Today w’re going to look at a character from the book of Judges in the Old Testament.

And to start, I want to say a word about how to read the Bible and how to read the book of Judges in particular because it’s kind of a strange book for us.

Often in our day, people think the Bible is kind of a dull book mostly about morals.

It would not have been read that way at all by its original audience.

The book of Judges was to that audience a lot more like what an action movie would be to us in our day.

So this is how we should get ready for this story.

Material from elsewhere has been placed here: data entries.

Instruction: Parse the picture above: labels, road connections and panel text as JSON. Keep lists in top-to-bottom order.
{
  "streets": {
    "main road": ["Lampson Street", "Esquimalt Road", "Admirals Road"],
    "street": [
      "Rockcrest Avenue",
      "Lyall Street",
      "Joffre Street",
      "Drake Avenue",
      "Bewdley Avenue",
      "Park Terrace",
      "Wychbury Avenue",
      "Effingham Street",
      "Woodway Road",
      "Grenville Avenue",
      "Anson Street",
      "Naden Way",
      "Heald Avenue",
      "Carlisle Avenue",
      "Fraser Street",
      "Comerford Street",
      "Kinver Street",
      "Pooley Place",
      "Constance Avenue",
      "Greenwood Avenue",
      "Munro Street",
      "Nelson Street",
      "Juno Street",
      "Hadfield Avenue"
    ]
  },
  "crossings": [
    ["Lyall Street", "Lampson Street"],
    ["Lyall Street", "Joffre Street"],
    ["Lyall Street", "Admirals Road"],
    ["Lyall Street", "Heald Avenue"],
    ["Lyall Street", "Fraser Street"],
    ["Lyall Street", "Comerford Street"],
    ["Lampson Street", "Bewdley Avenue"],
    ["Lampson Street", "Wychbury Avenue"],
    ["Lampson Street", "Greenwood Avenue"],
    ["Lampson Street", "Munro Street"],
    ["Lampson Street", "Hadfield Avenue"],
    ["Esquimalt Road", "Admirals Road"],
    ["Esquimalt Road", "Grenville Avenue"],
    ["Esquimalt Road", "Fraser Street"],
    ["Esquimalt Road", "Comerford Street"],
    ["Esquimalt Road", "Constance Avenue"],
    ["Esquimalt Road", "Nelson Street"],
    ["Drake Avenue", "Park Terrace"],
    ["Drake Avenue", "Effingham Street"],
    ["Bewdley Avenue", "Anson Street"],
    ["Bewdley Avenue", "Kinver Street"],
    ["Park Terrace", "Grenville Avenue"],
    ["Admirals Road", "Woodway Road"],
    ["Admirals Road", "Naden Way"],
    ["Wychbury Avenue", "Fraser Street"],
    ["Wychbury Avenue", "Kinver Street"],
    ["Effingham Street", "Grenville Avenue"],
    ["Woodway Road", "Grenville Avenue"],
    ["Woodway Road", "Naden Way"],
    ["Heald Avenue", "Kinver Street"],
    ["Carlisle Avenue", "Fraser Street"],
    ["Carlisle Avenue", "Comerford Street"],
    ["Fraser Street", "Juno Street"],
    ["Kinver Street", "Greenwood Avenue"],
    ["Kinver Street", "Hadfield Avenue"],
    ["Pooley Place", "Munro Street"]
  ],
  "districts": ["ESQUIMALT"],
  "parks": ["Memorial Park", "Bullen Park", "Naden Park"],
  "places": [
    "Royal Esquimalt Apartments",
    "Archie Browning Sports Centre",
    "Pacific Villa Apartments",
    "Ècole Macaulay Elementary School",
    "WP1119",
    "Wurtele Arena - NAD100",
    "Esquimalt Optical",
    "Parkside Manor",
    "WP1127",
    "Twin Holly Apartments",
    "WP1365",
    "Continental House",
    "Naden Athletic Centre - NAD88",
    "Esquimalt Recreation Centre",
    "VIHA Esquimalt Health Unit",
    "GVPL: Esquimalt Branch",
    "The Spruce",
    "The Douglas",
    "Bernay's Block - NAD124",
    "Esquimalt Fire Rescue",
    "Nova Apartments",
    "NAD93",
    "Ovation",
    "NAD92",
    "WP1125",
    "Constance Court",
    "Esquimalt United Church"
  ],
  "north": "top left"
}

From the Marvel superhero universe, if you know that at all, and for this story, you want to think about two characters in particular — Iron Man, who has an impenetrable suit made of iron, and Thor, the great Scandinavian superhero, and his super weapon. Do you know it? A hammer.

So keep that in mind — Iron Man and Thor with his hammer.

In Judges, a lot like in an action movie, the heroes are basically fighting for the good side, but they’re very flawed, and they’re often prone to anger and sometimes to ego, and the action is often dark and morally complex and ambiguous.

People sometimes don’t understand the biblical writers are very capable of giving clear, moral instruction when it’s time to do that, and they do that.

But in narrative they often make the reader work through what’s good, what’s bad, and what’s mixed, because human life is very, very mixed.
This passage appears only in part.